After innumerable turns on the Chaussee d'Antin and Champs-Elysees,
after visiting all the millionaires and titled personages in Faubourg
Saint-Honore, the doctor drew up at the corner of Cours-la-Reine and
Rue Francois I., before a house with a swell front which stood at
the corner of the quay, and entered an apartment on the ground floor
which in no wise resembled those he had visited since the morning.
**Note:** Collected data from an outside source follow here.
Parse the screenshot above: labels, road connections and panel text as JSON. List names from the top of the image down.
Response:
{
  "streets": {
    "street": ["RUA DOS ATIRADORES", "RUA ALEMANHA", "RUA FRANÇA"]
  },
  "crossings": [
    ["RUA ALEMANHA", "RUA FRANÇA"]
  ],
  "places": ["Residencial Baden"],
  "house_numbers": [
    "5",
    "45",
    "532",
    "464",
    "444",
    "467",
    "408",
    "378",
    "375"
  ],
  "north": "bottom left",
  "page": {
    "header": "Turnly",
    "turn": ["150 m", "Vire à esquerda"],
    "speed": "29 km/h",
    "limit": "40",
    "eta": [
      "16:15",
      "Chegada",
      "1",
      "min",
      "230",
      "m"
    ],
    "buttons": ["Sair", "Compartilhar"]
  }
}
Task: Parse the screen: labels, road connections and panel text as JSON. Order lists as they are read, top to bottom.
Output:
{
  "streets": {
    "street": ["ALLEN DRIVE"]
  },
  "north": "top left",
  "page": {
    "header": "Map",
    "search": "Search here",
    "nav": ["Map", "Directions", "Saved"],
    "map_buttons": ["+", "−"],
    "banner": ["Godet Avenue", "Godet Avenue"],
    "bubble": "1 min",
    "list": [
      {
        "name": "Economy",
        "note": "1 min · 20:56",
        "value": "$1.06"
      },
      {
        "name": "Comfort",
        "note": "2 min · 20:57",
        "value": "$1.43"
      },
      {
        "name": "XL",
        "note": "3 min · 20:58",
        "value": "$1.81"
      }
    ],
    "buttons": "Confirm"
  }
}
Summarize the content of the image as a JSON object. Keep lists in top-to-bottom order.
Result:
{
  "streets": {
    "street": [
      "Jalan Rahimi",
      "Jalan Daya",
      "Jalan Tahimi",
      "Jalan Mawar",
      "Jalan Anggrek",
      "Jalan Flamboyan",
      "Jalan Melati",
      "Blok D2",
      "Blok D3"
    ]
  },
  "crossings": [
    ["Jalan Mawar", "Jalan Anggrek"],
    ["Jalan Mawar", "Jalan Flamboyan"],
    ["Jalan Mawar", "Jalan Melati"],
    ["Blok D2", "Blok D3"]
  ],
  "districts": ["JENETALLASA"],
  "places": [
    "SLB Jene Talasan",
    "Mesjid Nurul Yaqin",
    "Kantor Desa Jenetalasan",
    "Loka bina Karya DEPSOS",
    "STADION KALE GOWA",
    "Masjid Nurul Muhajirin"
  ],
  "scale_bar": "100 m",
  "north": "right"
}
Immediately upon entering, the tapestries that covered the walls, the
old stained glass windows intersecting with their lead sashes the soft,
many-hued light, a gigantic saint in carved wood facing a Japanese
monster with bulging eyes and back covered with highly polished scales,
indicated the imaginative and eccentric taste of an artist. The small
servant who opened the door held in leash an Arabian greyhound larger
than himself.
"Madame Constance is at mass," he said, "and mademoiselle is in the
studio, alone. We have been working since six o'clock this morning,"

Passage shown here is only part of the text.